Magnum Ice Cream is optimistic about boosting growth and profitability following its planned split from Unilever, projecting 3%–5% organic sales growth from 2026 and steady margin expansion. With a 21% share of the global ice cream market and a €500 million cost-savings initiative, the company is well-positioned to leverage shifting consumer preferences. Magnum plans to appeal to GLP-1 users by marketing its products as calorie-efficient, higher-protein snacks while also reducing sugar and additives.

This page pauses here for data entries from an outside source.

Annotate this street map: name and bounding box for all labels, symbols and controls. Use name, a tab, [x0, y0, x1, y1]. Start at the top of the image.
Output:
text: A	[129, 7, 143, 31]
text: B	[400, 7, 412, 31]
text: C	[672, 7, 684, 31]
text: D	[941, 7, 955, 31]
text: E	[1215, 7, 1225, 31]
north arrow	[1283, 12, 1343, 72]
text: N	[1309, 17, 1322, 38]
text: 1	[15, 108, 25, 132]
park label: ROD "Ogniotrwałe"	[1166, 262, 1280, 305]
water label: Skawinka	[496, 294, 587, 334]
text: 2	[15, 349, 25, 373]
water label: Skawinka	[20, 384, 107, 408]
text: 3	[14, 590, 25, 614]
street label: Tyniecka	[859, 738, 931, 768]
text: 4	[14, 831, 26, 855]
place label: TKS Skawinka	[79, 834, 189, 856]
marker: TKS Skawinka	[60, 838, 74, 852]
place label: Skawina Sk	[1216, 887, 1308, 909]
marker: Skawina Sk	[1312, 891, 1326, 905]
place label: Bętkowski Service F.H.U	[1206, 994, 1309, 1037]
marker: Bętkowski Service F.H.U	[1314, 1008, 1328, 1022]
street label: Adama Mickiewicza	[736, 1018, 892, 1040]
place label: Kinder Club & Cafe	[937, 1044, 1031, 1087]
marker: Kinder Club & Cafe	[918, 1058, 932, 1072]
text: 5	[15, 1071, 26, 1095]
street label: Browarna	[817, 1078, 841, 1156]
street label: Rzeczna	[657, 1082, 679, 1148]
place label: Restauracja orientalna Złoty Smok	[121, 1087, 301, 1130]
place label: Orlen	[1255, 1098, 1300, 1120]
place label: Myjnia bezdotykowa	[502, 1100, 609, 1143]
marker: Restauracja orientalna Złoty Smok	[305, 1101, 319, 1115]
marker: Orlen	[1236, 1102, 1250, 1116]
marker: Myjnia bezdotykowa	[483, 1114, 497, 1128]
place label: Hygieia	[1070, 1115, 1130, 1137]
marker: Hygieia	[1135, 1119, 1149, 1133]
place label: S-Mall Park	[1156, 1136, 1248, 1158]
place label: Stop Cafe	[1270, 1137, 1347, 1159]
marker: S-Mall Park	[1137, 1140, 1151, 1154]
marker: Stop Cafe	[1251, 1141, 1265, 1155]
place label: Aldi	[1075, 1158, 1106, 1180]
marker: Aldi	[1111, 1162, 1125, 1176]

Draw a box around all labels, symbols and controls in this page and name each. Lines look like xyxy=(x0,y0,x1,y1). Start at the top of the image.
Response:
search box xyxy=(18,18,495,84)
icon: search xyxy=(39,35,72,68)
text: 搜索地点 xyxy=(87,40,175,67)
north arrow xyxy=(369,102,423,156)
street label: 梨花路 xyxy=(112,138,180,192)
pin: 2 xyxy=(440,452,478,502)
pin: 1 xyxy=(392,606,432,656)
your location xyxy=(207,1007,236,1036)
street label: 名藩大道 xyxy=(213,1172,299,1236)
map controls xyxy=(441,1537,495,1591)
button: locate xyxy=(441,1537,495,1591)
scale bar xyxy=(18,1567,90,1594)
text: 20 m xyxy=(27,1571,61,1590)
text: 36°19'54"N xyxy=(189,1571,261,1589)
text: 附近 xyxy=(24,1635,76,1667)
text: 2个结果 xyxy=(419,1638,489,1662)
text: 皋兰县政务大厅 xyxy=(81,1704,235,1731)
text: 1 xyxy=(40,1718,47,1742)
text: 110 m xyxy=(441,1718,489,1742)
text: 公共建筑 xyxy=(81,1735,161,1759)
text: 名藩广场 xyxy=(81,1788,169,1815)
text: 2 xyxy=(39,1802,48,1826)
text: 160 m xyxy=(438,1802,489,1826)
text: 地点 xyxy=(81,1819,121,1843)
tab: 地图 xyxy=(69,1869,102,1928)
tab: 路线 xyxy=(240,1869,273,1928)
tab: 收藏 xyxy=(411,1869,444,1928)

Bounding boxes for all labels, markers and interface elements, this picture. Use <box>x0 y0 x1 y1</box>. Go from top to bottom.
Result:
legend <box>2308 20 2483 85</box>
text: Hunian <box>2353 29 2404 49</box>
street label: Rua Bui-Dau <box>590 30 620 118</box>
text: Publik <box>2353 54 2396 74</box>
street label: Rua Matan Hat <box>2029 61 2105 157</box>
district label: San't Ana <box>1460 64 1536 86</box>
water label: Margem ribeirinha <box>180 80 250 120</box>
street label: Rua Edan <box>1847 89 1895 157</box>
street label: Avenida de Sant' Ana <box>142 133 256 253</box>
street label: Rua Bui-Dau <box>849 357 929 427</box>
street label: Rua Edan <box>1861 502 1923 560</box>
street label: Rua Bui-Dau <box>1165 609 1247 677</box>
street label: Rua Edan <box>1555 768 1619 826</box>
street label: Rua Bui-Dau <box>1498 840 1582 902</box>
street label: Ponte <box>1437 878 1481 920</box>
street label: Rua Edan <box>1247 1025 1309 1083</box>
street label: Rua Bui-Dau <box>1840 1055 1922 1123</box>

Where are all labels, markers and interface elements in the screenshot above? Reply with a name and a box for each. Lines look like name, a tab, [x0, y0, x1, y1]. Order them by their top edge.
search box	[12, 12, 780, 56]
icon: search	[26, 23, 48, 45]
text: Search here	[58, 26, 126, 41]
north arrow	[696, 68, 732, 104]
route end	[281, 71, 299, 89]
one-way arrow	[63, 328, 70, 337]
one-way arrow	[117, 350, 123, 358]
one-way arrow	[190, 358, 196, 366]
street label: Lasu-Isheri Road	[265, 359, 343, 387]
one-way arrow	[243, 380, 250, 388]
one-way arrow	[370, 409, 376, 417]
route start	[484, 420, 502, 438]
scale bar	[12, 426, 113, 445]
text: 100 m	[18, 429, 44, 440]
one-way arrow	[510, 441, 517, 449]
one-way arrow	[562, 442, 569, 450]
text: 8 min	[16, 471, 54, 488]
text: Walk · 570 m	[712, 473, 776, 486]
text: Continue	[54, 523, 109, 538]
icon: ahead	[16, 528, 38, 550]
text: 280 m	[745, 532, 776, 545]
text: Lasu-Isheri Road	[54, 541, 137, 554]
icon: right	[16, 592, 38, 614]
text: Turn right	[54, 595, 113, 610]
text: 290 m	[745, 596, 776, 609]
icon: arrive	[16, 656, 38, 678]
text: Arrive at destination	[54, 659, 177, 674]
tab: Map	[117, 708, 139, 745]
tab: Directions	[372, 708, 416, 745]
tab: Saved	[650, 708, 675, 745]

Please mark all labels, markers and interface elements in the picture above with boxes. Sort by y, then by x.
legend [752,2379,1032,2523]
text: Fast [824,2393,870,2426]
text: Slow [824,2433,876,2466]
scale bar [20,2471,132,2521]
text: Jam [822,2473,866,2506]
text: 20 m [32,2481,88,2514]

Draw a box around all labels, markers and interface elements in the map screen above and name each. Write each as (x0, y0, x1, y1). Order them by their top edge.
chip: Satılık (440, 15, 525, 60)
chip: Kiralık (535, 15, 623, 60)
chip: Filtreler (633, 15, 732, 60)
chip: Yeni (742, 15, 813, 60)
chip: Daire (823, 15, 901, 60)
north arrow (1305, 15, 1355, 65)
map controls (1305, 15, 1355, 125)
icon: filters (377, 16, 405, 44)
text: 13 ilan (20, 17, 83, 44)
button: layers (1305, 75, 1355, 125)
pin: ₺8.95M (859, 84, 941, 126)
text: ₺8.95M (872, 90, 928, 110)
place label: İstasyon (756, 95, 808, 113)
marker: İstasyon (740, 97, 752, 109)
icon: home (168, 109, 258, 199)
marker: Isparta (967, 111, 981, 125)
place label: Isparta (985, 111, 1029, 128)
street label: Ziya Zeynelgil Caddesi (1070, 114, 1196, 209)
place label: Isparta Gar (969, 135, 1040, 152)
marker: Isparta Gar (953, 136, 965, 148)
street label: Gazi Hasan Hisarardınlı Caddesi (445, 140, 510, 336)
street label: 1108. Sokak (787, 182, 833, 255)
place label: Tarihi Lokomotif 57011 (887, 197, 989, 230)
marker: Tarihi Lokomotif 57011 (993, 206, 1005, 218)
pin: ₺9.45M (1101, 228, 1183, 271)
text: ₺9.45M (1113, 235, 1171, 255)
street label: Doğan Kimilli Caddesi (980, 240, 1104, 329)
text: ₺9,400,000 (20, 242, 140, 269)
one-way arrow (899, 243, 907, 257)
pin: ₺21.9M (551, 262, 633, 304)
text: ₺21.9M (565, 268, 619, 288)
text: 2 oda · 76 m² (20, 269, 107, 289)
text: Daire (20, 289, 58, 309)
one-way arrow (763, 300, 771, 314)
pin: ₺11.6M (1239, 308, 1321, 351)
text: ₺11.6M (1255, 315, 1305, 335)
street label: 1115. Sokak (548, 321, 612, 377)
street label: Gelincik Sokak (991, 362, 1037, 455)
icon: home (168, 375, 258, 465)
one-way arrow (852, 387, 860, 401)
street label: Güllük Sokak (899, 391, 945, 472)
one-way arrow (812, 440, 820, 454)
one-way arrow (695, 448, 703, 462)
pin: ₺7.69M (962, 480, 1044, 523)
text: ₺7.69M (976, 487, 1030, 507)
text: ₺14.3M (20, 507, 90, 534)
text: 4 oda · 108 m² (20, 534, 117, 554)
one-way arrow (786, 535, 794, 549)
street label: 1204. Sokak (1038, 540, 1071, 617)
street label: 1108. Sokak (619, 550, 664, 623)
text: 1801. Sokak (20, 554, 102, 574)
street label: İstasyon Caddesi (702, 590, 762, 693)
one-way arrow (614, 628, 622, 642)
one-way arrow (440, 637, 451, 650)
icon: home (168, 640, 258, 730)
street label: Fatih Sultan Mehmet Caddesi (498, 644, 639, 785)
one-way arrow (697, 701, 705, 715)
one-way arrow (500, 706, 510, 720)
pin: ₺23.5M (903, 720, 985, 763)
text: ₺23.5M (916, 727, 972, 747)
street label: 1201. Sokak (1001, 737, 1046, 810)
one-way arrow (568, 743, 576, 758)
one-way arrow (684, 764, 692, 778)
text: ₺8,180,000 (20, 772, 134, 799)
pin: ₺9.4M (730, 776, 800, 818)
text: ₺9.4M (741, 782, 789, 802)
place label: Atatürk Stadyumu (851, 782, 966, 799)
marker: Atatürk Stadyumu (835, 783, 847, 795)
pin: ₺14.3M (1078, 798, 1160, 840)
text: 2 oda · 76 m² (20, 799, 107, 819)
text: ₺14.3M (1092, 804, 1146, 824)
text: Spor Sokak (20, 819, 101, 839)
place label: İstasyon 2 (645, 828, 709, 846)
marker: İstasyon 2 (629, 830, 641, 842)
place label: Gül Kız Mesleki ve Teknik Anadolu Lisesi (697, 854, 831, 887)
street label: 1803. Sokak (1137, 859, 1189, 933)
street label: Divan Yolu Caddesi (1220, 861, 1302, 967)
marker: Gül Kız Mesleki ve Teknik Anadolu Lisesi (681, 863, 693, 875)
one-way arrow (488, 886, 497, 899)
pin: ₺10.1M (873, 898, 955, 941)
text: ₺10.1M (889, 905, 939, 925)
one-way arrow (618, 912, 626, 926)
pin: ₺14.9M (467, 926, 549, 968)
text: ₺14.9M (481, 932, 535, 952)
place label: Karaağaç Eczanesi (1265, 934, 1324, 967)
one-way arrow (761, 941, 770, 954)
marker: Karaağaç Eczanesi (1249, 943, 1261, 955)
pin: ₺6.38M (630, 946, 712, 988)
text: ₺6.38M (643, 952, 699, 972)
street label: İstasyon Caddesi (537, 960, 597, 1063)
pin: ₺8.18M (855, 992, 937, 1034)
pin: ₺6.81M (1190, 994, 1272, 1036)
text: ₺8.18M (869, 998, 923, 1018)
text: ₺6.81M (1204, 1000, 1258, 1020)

By narrowing its focus, Magnum joins other CPG players in streamlining operations to stay competitive against rising private-label alternatives.
Target's appointment of internal veteran Michael Fiddelke as its next CEO has sparked debate among investors and analysts about whether an insider can turn around the struggling retailer after nearly three years of disappointing performance.
Retail media networks rely on driving conversions—and Walmart is no exception. Its search results are saturated with ads, with 97% of queries serving at least one sponsored product, per Pentaleap data. But Walmart is also growing its upper-funnel capabilities, using its stores to do it despite physical retail’s traditional role as a bottom-of-the-funnel channel.